Laurent Mauriac : David a raison. C’est l’esprit du logiciel libre. Il y a d’ailleurs des logiciels gratuits qui ne sont pas libres.

David Dufresne : Et puis tu peux gagner de l’argent avec des logiciels libres…

Quelles sont les autres sources de revenus sur lesquelles vous comptez en attendant que la publicité rapporte davantage ?

Laurent Mauriac : A Rue89, nous concevons et développons des sites pour des clients extérieurs. Dès l’origine du site, nous avons estimé qu’il était primordial d’être un site à la pointe techniquement, avec une équipe complètement intégrée. L’imbrication des métiers journalistiques, techniques et commerciaux (comme la presse traditionnelle gère parfois son imprimerie et sa régie en interne) est logique avec Internet. Enfin, nous développons également une activité de formation au journalisme multimédia.

Il existe une écriture journalistique adaptée au web ?

Oui bien sûr. Il y a une écriture pour l’imprimé et il y a une écriture pour la lecture à l’écran. Une écriture web qui est en train de s’inventer.

David Dufresne : Pour être franc, je ne suis pas sûr que ce soit les journalistes qui sont en train de l’inventer.

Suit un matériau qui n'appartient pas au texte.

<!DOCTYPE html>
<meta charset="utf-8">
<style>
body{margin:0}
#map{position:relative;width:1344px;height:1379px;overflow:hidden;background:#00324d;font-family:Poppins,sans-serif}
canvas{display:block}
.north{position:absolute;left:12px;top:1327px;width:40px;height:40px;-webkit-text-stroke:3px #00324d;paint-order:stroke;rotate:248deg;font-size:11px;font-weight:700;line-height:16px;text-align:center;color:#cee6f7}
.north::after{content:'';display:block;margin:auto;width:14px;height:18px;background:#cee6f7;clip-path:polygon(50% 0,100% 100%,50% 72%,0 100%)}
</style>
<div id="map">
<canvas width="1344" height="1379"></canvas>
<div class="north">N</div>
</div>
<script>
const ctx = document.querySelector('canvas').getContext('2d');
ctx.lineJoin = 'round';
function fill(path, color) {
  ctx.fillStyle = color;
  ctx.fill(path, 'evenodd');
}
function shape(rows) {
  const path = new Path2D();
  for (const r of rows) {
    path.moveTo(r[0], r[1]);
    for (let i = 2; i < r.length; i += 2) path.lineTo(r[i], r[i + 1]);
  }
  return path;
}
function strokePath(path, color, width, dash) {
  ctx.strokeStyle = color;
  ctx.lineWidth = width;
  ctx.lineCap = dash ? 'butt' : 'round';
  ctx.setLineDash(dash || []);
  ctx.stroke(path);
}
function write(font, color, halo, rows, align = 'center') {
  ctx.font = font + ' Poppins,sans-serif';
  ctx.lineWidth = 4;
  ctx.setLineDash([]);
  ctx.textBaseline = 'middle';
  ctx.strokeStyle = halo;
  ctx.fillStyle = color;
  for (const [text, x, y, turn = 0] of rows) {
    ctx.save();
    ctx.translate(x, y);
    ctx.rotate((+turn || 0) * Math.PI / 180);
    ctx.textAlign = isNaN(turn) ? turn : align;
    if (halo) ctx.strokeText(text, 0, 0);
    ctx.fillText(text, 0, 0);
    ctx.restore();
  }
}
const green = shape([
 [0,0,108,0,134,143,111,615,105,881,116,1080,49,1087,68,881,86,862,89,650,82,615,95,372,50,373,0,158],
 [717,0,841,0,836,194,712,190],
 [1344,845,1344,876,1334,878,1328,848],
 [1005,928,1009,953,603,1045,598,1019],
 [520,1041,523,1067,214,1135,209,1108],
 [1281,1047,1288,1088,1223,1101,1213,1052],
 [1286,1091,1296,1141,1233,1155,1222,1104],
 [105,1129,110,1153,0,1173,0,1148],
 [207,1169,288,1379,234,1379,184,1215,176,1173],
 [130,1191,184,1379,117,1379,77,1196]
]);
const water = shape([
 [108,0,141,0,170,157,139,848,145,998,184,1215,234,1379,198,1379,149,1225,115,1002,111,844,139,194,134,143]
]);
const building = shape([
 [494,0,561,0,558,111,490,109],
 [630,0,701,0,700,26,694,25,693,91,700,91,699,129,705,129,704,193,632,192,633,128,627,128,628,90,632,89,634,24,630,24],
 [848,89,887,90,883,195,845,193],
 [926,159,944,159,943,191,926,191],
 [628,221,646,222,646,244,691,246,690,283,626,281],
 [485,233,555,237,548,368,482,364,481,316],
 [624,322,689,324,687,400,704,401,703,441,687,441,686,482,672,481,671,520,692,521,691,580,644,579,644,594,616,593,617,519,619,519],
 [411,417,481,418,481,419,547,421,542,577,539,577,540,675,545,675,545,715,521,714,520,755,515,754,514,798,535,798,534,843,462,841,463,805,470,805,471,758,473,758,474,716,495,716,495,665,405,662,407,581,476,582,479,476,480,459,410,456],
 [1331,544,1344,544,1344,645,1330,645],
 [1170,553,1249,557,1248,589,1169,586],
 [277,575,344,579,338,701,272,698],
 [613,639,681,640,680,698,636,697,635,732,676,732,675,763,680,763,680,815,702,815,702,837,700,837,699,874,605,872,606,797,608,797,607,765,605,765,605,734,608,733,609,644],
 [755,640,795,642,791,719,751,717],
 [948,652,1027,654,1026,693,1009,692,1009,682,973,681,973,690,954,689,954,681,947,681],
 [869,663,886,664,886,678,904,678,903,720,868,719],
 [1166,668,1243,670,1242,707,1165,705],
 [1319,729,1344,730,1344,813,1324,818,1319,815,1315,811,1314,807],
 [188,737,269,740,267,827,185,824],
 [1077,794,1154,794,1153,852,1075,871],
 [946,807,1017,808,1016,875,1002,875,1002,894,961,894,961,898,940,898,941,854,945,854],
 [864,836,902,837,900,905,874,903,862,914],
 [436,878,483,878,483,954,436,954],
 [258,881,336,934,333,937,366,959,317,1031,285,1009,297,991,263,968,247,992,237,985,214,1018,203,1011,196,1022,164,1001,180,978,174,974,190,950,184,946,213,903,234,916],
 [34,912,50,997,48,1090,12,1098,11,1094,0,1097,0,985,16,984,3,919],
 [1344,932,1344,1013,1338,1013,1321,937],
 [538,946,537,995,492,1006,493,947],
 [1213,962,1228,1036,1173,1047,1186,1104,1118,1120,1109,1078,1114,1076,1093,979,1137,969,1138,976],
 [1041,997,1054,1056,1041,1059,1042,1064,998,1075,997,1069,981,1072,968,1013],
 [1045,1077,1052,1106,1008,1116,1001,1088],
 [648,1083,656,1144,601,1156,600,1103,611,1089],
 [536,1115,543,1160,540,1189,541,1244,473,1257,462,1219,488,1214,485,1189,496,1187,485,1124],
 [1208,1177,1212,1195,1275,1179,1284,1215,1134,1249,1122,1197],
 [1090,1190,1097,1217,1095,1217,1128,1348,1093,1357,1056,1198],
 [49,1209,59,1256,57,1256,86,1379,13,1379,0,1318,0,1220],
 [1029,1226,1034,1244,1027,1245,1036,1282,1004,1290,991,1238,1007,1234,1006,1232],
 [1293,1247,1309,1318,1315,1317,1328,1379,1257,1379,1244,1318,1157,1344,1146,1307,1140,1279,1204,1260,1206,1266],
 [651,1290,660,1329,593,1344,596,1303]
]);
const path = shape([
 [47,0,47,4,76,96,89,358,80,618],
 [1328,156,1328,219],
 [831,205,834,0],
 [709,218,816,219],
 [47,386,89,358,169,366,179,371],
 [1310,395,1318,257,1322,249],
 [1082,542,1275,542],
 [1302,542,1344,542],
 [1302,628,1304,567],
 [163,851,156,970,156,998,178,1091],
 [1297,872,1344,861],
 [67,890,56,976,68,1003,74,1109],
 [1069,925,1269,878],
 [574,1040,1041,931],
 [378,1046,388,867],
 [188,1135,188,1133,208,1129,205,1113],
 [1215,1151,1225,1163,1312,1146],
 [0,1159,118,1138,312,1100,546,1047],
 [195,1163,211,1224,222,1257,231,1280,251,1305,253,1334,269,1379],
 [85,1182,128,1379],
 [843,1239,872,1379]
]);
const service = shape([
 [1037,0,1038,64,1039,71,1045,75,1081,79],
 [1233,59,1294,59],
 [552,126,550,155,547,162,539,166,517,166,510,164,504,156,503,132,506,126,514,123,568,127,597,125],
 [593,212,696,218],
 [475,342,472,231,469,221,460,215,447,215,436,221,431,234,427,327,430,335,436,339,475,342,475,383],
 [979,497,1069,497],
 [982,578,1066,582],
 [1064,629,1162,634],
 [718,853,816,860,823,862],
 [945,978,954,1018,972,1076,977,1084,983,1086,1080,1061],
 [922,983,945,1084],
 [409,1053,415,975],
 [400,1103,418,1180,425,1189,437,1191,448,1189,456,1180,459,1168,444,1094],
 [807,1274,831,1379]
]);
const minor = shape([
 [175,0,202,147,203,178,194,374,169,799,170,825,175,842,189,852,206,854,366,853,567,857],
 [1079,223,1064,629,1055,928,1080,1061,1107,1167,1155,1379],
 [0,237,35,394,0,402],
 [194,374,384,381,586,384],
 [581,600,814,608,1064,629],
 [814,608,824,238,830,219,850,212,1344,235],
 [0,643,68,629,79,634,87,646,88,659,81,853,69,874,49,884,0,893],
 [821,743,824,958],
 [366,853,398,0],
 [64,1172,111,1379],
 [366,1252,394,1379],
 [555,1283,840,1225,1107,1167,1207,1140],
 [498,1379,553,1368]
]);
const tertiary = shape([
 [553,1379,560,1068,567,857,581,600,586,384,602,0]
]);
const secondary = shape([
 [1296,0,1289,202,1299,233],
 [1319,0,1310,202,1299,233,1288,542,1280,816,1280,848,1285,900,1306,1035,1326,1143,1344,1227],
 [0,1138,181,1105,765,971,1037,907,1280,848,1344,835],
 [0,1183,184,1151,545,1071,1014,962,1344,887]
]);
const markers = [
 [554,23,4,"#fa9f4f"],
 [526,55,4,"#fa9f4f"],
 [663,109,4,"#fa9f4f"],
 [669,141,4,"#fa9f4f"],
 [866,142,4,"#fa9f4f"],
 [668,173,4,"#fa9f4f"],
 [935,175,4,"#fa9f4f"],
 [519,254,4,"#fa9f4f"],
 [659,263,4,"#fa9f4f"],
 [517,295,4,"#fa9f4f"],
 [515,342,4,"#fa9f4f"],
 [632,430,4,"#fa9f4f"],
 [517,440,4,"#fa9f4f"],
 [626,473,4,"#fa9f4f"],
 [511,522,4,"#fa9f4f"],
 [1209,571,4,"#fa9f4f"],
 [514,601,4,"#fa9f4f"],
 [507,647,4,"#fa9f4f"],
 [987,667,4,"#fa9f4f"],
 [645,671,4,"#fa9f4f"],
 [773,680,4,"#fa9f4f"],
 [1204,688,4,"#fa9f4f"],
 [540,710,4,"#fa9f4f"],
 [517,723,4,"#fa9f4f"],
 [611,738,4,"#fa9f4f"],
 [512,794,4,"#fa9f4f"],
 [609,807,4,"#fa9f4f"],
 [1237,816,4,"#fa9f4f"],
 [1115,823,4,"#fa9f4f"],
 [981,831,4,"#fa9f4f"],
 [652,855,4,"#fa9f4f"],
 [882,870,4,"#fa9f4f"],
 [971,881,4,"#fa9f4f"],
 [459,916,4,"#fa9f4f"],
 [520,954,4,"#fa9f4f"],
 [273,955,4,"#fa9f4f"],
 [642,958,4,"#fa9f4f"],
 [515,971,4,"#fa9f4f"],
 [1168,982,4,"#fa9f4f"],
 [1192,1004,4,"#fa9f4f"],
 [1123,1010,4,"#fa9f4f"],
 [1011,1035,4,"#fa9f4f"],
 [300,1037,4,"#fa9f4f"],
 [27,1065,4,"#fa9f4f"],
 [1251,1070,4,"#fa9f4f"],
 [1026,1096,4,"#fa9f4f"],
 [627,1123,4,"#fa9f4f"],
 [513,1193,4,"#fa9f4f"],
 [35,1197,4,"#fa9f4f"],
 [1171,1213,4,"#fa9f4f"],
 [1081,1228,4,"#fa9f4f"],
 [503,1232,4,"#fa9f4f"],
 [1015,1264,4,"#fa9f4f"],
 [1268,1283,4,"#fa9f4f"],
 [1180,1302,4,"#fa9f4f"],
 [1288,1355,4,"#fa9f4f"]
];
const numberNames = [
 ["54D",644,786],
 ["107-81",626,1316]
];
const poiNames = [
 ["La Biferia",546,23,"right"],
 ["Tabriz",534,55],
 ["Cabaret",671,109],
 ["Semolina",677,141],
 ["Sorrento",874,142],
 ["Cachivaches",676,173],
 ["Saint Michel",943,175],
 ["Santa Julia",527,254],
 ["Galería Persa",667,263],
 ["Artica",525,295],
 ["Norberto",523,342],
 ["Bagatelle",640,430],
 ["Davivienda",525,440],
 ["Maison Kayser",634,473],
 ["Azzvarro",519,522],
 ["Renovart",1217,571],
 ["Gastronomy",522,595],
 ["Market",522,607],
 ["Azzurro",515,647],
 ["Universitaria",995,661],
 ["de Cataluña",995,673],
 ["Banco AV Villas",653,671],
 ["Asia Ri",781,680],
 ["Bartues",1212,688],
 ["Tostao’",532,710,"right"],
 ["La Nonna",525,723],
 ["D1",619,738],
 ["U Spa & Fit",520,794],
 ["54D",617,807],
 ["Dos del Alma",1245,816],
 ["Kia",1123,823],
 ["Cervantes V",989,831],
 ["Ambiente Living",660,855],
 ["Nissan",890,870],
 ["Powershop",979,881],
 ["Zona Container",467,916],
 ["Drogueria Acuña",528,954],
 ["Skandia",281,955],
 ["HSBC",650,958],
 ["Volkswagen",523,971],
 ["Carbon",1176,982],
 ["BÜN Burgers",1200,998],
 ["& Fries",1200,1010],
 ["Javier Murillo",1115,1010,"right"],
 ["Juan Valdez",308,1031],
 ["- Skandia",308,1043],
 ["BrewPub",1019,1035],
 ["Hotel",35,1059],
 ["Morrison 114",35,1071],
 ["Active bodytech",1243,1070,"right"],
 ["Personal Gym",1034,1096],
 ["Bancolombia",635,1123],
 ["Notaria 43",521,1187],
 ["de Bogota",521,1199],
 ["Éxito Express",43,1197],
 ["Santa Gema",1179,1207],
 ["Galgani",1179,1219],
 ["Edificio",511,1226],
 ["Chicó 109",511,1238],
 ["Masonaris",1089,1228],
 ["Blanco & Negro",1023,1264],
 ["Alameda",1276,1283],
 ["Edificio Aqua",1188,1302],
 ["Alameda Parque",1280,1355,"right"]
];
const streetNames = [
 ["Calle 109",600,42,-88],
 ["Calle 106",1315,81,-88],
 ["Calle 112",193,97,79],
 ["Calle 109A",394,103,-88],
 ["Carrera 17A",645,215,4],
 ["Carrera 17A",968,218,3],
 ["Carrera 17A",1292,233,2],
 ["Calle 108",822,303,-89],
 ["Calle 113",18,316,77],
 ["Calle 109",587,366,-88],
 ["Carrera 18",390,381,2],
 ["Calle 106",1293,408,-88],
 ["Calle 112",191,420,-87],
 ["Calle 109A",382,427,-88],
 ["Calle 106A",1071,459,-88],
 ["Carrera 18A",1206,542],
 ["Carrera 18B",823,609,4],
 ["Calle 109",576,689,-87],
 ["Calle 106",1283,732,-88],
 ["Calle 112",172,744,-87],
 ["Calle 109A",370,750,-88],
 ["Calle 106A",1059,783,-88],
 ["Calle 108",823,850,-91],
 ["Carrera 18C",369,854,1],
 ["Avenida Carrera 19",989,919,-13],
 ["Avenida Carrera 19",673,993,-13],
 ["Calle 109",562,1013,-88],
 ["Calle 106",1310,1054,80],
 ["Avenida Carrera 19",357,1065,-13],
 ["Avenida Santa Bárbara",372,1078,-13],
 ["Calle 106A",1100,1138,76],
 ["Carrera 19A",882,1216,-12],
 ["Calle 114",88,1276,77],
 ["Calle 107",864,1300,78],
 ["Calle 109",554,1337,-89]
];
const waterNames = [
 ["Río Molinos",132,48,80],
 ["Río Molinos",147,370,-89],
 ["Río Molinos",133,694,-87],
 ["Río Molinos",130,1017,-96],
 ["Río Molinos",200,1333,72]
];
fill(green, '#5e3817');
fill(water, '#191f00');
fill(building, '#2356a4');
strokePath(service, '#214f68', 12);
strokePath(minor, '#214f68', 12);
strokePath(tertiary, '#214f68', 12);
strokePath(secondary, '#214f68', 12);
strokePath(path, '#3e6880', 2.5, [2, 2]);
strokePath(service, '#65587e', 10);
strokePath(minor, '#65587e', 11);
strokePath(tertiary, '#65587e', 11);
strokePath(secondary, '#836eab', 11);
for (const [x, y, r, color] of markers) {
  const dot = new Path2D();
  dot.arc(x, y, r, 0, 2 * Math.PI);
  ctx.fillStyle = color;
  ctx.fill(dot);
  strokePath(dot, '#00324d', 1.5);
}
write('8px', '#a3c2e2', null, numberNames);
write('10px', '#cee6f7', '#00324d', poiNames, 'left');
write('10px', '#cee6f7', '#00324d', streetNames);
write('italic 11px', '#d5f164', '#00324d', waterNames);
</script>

Laurent Mauriac : Ce n’est pas eux qui l’ont inventé, les blogueurs sont passés avant, mais ils sont en train de l’intégrer.

David Dufresne : Personnellement, je me suis transformé depuis un an en journaliste multimédia, avec ma caméra. Je peux faire un papier uniquement écrit, un autre moment plutôt vidéo, ou bien un diaporama sonore… et selon les cas, je ne dis pas la même chose.

Johan Hufnagel : Sur le Net, je n’arrive plus à faire un papier long. Parce que quand tu as à ta disposition des vidéos ou des documents, tu fait des liens, tu n’est plus obliger de raconter cela dans ton papier.

Parlons un peu de crédibilité journalistique… Si l’on se réfère au dernier baromètre TNS Sofres (janvier 2009) à propos de la confiance des français accordée aux médias, est-ce qu’il n’y a pas un souci en ce qui concerne la crédibilité du support Internet ? Au fil des ans, certes, le média électronique gagne en crédibilité, mais il reste tout de même encore aujourd’hui en dernière position derrière les médias traditionnels…

Johan Hufnagel  : On mélange tout via ces sondages. Les médias les plus crédibles sont toujours les médias les plus populaires, ça ne veut pas dire grand-chose…

David Dufresne : Et puis l’image, celle de la TV, est considérée comme étant plus convaincante que n’importe quel autre méthode de diffusion de l’information. Alors que nous savons tout que l’on peut trafiquer les images ou leur faire dire tout l’inverse de ce qu’elle montre réellement.

Johan Hufnagel  : Et cette crédibilité-là a aussi explosé. Il y a des historiques qui perdent leur crédibilité en arrivant sur des supports plus ou moins suspects sur le Net ; à l’inverse, certains inconnus, blogueurs par exemple, on acquis une crédibilité imparable. Je pense à des gens comme Maître Eolas, suivi par je ne sais combien de visiteurs uniques par jour…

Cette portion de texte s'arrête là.